November 2002

London calling

We spent Sunday in London. First to see Marsyas, Anish Kapoor’s giant red sculpture in the Tate Modern (this year’s Unilever Series installation). As Pete points out, it is very big, designed to look like it had to be positively rammed in to the Turbine Hall and almost didn’t fit. The title suggests that it is (part of) the flayed skin of a mythological figure, represented in Jack Kirby style as a titanic giant.

We only stayed a moment, because we were really there to see the Turner Prize exhibits at the Tate Britain. The place has been extensively remodelled since we last visited—even the route from the tube stop to the entrance was different—using similar white creamy stone to the British Museum refit. Jeremy and I liked the Turner Prize stuff.

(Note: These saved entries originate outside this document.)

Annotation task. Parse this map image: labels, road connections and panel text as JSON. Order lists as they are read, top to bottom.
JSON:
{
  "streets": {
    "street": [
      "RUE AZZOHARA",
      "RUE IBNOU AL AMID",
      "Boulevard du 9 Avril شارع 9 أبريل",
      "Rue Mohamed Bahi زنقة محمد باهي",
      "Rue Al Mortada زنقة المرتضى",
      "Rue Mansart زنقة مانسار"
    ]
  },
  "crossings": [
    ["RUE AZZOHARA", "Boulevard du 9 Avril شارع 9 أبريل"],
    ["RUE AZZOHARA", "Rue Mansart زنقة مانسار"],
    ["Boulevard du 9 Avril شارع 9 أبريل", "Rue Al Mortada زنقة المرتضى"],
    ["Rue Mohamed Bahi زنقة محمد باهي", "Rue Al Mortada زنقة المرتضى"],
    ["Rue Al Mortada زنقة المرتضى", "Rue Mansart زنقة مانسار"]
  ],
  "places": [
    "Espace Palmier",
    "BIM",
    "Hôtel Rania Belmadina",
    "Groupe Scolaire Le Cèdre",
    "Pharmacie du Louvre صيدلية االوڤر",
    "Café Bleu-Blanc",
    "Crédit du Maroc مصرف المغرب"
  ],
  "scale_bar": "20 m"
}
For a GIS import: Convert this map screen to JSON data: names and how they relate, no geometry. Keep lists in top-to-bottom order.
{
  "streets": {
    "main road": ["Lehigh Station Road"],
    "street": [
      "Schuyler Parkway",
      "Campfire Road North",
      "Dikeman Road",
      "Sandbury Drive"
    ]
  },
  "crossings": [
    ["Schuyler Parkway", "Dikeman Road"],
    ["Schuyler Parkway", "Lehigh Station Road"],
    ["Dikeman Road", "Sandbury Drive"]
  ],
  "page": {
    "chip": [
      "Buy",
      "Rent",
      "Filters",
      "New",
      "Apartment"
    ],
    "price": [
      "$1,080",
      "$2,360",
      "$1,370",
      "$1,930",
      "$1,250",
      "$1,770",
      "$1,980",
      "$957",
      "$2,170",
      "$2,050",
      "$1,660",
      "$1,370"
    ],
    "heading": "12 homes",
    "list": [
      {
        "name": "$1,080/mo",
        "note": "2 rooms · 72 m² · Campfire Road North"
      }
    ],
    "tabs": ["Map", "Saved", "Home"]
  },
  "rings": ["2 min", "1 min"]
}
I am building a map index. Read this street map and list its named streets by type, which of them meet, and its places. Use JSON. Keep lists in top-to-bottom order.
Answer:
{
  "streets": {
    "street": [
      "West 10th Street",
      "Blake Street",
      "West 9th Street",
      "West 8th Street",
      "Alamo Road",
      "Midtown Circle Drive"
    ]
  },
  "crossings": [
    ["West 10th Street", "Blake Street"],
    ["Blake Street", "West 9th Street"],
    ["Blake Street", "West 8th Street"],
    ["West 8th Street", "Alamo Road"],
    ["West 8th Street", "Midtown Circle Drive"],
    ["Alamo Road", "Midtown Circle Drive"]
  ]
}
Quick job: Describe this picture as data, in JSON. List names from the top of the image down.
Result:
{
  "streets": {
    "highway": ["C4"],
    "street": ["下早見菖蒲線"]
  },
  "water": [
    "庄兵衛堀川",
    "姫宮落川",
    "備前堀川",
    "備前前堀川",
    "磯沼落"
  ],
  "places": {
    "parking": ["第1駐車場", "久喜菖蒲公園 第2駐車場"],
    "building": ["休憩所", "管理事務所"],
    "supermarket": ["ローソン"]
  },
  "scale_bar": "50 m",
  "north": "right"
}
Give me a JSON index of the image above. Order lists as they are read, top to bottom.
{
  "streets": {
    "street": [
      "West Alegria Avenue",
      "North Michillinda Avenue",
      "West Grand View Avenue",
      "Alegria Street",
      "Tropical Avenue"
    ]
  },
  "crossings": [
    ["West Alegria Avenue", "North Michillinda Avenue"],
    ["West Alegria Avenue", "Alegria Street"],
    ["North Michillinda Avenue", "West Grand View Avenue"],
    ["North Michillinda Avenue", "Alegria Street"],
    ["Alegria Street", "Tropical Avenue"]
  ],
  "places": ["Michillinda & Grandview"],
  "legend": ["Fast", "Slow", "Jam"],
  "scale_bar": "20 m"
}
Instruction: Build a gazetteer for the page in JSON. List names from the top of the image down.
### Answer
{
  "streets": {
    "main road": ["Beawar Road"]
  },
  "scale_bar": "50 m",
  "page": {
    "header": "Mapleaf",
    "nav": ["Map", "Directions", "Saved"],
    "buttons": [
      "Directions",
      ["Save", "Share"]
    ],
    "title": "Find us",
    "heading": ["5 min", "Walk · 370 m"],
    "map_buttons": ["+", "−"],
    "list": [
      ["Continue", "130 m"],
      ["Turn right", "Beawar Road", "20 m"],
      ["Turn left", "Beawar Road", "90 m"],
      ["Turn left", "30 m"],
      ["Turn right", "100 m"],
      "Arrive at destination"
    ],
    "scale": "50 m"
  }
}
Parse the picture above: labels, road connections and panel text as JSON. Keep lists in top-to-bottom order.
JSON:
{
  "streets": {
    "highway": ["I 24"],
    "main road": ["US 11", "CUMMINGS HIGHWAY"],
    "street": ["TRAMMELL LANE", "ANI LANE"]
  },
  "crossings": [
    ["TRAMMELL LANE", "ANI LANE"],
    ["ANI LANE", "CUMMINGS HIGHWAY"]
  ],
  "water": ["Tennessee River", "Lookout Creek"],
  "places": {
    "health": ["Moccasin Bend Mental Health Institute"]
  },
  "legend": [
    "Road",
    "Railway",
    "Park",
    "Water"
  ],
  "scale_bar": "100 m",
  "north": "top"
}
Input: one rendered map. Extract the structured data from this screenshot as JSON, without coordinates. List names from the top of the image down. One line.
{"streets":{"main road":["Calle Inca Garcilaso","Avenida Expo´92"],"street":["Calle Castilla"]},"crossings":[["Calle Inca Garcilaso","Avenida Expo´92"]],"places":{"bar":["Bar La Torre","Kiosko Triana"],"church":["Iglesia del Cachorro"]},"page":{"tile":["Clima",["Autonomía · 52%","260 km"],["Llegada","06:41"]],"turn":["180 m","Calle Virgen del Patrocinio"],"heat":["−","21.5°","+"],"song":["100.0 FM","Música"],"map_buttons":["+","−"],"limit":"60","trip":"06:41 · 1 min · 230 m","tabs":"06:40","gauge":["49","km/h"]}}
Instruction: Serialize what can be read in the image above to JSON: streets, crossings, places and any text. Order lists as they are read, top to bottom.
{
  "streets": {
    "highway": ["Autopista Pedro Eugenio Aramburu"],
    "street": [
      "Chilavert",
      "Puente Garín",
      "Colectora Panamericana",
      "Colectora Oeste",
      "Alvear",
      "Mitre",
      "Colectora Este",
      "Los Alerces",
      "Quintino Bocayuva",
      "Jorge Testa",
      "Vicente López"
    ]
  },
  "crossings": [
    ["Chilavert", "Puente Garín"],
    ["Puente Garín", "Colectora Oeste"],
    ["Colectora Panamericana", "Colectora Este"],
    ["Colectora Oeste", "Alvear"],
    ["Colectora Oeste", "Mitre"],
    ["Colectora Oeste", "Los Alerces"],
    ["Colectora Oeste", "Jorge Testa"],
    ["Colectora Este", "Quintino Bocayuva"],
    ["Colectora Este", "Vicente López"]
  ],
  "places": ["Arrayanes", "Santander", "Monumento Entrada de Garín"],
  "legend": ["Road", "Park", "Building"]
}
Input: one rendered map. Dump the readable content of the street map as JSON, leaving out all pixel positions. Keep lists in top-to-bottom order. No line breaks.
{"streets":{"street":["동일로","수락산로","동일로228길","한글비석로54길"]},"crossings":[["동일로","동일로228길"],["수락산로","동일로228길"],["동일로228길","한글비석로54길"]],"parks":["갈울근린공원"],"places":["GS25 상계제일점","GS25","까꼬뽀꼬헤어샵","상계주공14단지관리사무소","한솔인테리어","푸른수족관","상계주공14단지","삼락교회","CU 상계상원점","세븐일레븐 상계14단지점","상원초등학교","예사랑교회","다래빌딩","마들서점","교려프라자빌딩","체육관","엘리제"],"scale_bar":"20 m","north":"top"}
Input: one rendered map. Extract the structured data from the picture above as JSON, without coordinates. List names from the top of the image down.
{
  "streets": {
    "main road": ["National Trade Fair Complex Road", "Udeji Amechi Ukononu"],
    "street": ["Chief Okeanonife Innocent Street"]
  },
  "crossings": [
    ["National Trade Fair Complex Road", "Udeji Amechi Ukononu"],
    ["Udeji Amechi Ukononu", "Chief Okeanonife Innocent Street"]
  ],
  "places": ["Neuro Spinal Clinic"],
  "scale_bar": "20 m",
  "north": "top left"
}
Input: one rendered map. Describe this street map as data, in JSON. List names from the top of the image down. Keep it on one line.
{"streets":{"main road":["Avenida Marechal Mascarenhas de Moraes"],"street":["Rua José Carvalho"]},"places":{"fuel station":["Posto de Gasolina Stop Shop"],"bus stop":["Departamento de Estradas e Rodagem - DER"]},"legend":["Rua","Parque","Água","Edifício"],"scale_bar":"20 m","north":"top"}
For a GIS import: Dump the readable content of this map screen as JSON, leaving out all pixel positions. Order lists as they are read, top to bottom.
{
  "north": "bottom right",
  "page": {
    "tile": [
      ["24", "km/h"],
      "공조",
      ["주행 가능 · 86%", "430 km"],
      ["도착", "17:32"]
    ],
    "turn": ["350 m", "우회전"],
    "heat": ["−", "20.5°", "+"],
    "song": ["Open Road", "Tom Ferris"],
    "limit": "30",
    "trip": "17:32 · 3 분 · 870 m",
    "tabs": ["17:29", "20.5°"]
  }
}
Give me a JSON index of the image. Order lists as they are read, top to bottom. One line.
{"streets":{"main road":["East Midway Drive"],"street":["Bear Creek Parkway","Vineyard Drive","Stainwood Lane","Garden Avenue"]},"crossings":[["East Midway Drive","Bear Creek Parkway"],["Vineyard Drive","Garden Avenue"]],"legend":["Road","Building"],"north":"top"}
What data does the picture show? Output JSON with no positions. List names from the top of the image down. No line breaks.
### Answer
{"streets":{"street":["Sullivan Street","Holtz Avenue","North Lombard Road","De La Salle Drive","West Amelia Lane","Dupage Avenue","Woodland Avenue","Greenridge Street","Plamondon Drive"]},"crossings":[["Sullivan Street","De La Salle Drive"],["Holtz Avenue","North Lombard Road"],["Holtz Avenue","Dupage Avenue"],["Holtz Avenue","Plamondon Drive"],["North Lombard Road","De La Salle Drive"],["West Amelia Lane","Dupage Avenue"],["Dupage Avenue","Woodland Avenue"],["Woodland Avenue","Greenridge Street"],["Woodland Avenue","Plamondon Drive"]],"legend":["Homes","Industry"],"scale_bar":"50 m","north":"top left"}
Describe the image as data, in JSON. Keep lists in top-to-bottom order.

I really liked Keith Tyson’s collection of poster-sized sketches of crazy ideas and images. (One of the complaints people were making in the comments room was that modern artists cannot draw. This is patently not the case Keith Tyson’s idea-posters.) His three-dimensional works start in poster form—in this case he had the diagram for The Thinker (After Rodin) and the sculpture itself in the same room. His Thinker is sort of the reverse of Rodin’s: instead of representing the appearance of a person thinking, it does something that represents the thinking itself: there is a computer system inside the column running a virtual world simulation. If you put your ear to the column you can hear its ‘thoughts’.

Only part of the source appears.